La saisie de troubles toujours plus variés, étageant leur profondeur depuis l’émotion, jusqu’au sentiment, à la passion, voire aux perversions ou à la folie, la prise en compte d’effets toujours plus inattendus installant progressivement leurs atteintes depuis les premiers âges de la vie jusqu’aux accidents inopinés des équilibres intérieurs, signe le thème proliférant du « trauma » suggéré à la fin du xixe siècle. Propos de Corbin, Courtine et Vigarello[1] dans « Introduction générale » de leur Histoire des émotions (2016). Profonds bouleversements au xxe siècle liés à la psychanalyse et à l’explosion d’’un individualisme parallèle à la disparition des grands récits collectifs.

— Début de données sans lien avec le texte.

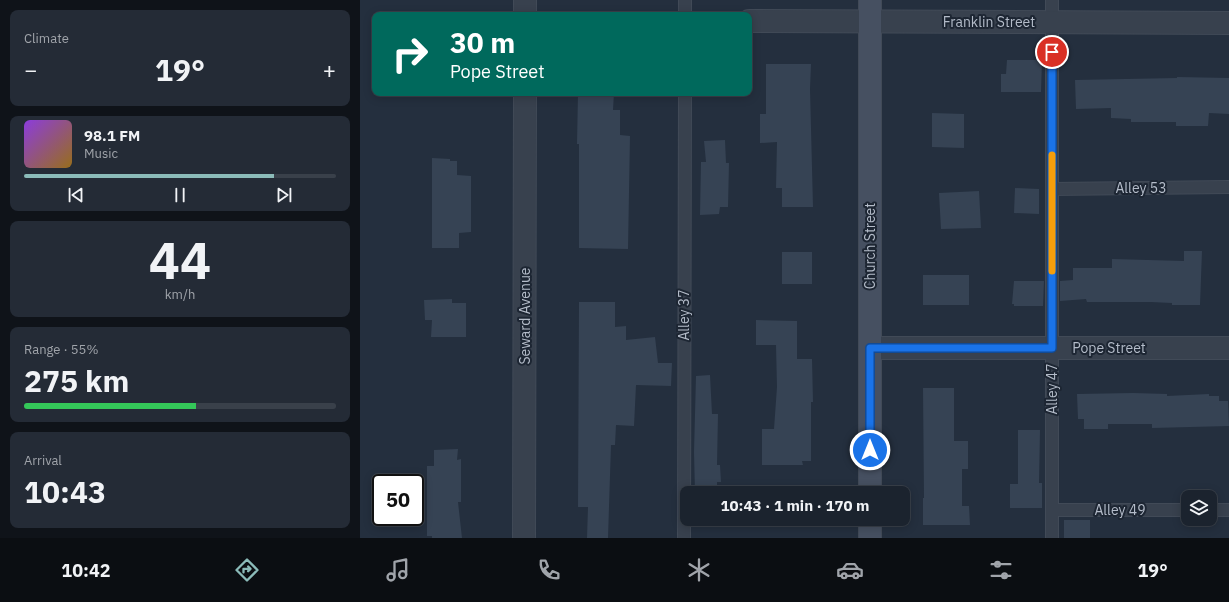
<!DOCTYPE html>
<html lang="en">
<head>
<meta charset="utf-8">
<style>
  body { margin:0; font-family:"IBM Plex Sans",sans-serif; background:#242b36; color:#f1f3f6; height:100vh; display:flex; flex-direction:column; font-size:15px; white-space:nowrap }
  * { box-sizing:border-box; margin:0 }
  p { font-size:13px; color:#a0a4aa }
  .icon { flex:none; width:22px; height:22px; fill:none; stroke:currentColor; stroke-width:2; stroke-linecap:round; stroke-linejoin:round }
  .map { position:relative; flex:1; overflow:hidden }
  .drawer { display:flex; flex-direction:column; gap:10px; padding:10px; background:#0f1319; width:360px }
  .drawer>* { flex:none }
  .banner { position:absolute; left:12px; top:12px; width:380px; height:84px; border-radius:8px; box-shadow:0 2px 10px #0003,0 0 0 1px #39404a; background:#00695c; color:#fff; overflow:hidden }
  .fabs { position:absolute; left:821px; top:490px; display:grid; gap:8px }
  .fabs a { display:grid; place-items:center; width:36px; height:36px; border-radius:8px; background:#1b232e; box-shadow:0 2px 10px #0003,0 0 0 1px #39404a; font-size:20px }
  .speed { position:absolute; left:12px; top:474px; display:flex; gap:8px; font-size:20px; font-weight:700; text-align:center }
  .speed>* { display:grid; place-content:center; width:52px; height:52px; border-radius:50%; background:#1b232e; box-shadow:0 2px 10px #0003,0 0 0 1px #39404a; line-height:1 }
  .speed .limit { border:2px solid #111; border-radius:6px; background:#fff; color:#111 }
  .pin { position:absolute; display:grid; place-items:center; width:34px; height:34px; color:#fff; margin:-17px; border:2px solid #fff; border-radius:50%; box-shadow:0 1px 4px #0007 }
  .me { position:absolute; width:44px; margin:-22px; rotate:0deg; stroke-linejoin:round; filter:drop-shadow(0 0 3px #0008) }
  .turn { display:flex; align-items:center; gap:14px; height:84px; padding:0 12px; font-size:18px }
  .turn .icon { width:52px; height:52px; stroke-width:2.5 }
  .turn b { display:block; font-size:28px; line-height:34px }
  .big { font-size:30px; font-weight:700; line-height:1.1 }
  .drawer .widget { flex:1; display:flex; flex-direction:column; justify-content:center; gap:6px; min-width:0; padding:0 14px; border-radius:8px; background:#242b36 }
  .drawer .dial { align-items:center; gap:0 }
  .dial b { font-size:52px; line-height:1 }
  .song { display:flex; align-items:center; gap:12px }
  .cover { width:48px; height:48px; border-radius:6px; background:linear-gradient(135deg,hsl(270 70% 55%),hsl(40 70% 35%)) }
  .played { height:4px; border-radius:2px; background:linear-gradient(90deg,#8bbbb9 80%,#39404a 80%) }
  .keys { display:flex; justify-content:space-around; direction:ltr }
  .heat { display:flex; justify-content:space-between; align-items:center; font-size:22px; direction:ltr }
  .charge { height:6px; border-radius:3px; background:linear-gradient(90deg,#34c759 55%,#39404a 0) }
  .trip { position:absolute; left:320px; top:486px; width:230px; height:40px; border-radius:8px; background:#1b232e; box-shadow:0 2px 10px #0003,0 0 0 1px #39404a; font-weight:700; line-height:40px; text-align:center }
  .tabs { display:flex; height:64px; justify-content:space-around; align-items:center; background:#0b0e12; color:#a0a4aa }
  .tabs .icon { width:28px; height:28px }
  .tabs .active { color:#8bbbb9 }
  .tabs b { font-size:18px; color:#f1f3f6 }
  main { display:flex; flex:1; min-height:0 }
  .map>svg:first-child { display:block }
</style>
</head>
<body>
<main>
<section class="drawer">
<div class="widget"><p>Climate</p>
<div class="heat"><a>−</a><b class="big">19°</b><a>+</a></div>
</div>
<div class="widget">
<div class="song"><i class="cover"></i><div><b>98.1 FM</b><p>Music</p></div></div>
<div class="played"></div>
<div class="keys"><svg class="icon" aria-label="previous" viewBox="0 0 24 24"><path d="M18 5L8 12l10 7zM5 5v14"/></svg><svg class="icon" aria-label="pause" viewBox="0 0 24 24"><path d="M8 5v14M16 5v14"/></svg><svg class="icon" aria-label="next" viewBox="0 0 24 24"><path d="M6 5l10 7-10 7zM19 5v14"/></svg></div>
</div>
<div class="widget dial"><b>44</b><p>km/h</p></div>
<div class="widget"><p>Range · 55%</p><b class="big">275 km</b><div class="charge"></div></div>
<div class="widget"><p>Arrival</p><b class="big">10:43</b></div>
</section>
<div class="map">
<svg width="869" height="538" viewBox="0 0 869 538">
  <rect width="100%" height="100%" fill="#242f3e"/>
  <!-- building -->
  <path fill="#364354" d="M647,60h35l-1,32h-40v-18h5z
    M406,64h45l-1,25 3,118h-31v-19h-6l1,-46 -17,1v-29h6z
    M817,77l52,1v36l-20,-1 -1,13h-32v-4h-45v-3l-20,-1v-10l-35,1 -1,-29 102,-2z
    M218,93h36l-1,17h7v25l10,1 -2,113 -49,-1v-104h-2z
    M572,113l32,1v34l-32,-1z
    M365,140l1,23h3l-1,44h-8l-1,7 -19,1 1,-53h5l-2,-21z
    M72,158l18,1v2h7v14l14,1v56l-12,1v15h-27z
    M655,188l24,1v25l-25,-1z
    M619,191l2,37 -40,1 -2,-36z
    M824,251h18l-2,54h-28v-2l-21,-1h-64l-1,-3 -26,2v-20l13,-1v-12h39v-9l72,2z
    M422,252h30v32h-30z
    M563,275h46v30h-46z
    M654,281h30l-1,25h-29v-2h-2z
    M92,299v4h14v34h-35l1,-17h-7l-1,-20z
    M219,302h36v25l11,-1v14l29,-3 3,26h14l-1,23 -35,-1 -2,41 -18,-1 -1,20h-4l-3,93h-21l1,-31h-10z
    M396,320l41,1v38h15l1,43h-2v59h-9l1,4h-41v-36h12l3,-42 -1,-42h-20z
    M350,375l2,39h6l-1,51h3l1,17h-4v11h-22l-1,-41 2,-76z
    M563,388h31v53h14v28h-6v37h7l1,19h-47v-27h1z
    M773,393l34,1v2l42,-2v2h10v5h9l1,25 -77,2v-4h-44v5h-24v-10h-6l-1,-25z
    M658,430h22l-1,53h3v25h-32v-24h8z
    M98,449l-1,11 4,-1v43h-3l4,36h-30v-2h-5v-70h7v-16z
    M704,520h26v18h-26z"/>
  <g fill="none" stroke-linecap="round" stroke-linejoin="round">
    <!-- service casing -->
    <g stroke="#414a57" stroke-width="14">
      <path id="service" d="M692,0v538
        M325,15v-15
        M692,189l177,-2
        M692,510h136
        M850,510h19
        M324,538l1,-445"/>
    </g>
    <!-- minor casing -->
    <g stroke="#414a57" stroke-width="24">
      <path id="minor" d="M165,15v-15
        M389,21l480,2
        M510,348h359
        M164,538l1,-445"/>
    </g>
    <!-- secondary casing -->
    <g stroke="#414a57" stroke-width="24">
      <path id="secondary" d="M510,493v-493
        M510,538v-19"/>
    </g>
    <!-- service -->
    <use href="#service" stroke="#38414e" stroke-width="12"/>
    <!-- minor -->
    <use href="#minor" stroke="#38414e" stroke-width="22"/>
    <!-- secondary -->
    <use href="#secondary" stroke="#465061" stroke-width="22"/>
  </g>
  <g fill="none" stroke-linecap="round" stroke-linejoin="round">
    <!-- route casing -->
    <g stroke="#114b97" stroke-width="10">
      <path id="route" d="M510,450v-102h182v-296"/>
    </g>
    <!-- route -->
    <use href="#route" stroke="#1a73e8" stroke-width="7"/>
    <!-- slow -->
    <path stroke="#f59e0b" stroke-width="7" d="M692,155v116"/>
  </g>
  <g text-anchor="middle" stroke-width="4" stroke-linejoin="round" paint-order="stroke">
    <!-- street labels -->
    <g font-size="14" fill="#b4bcc9" stroke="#1d2633">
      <text x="629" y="27">Franklin Street</text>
      <text x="781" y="193">Alley 53</text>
      <text transform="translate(510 246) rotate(-90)" y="5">Church Street</text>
      <text transform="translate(324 315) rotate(-90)" y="5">Alley 37</text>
      <text transform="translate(165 316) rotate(-90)" y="5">Seward Avenue</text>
      <text x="749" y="353">Pope Street</text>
      <text transform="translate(692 389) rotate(-90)" y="5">Alley 47</text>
      <text x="760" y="515">Alley 49</text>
    </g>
  </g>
</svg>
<div class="fabs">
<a><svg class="icon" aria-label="layers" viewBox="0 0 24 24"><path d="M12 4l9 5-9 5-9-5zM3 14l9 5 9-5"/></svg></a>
</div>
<div class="speed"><div class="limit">50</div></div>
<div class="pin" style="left:692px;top:52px;background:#d93025"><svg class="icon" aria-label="arrive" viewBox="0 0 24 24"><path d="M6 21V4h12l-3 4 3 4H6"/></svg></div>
<svg class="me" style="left:510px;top:450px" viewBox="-20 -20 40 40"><circle r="17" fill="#1a73e8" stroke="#fff" stroke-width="3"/><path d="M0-11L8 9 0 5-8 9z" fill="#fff"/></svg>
<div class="trip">10:43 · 1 min · 170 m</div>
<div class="banner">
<div class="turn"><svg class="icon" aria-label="right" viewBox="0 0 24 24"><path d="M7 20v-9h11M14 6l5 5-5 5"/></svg><div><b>30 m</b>Pope Street</div></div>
</div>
</div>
</main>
<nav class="tabs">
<b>10:42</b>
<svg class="icon active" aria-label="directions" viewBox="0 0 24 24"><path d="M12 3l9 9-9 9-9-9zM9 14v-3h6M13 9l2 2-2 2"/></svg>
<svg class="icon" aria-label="music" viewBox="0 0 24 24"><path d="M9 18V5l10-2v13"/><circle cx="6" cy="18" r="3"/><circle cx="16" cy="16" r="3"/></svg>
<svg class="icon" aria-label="phone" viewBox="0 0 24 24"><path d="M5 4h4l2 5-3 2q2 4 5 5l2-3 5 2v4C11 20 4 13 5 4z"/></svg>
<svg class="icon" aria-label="climate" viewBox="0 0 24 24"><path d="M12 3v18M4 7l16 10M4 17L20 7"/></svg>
<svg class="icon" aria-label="car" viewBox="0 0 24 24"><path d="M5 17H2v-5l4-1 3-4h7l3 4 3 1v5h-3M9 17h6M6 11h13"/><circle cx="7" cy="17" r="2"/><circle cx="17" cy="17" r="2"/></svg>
<svg class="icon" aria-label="filters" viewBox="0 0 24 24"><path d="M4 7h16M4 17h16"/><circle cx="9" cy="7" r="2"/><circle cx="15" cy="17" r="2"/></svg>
<b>19°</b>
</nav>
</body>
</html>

La sensation est un phénomène psychophysiologique qui modifie par l’intermédiaire des cinq sens, auxquels il faut ajouter, selon Michel Serres, les organes génitaux, l’animal que donc je suis (Derrida). Elle assure le sujet de la réalité de ce qu’il perçoit. La sensation ne se représente pas mentalement, elle se vit. Paul Valéry : la sensation se transmet directement, en évitant le détour de l’ennui, d’une histoire à raconter. C’est le monde du plaisir et de la douleur, moment premier de l’être avec le monde. Gilles Deleuze, dans sa Logique des sensations, rapporte que, selon Cézanne, il existe deux manières de dépasser la figuration, la narration, l’illustration, le « raconter une histoire ». La première, c’est l’abstraction, pseudo-synthèse des mouvements pulsionnels violents ; la deuxième, la sensation, que Bacon appelle la Figure, qui agit directement sur le système nerveux. Elle est concernée par la chair, la viande accrochée aux os, ce n’est pas de la chair morte. Chez Bacon, nous avons affaire à de l’instinct. La sensation est en prise sur une puissance vitale qui déborde tout. Devenir-animal : l’homme qui souffre est de la viande, la bête qui souffre est un homme, tous deux sont de la viande. Bacon : si je vais chez le boucher, je trouve surprenant de ne pas être à la place de l’animal. Bacon : « Défaire le visage, retrouver ou faire surgir la tête sans le visage[2]. » Car la tête est très différente du visage, organisation spatiale structurée, alors que la tête « c’est un esprit qui est corps, un esprit-buffle, un esprit-chien, un esprit chauve-souris[3] ». La viande peut s’évanouir, les sensations s’étreignent, entrent en résonance. Le bruit n’est pas le langage. Le sentir est au connaître, au percevoir, ce que le cri est au mot (Erwin Straus[4]). Tout n’est pas dans l’intention.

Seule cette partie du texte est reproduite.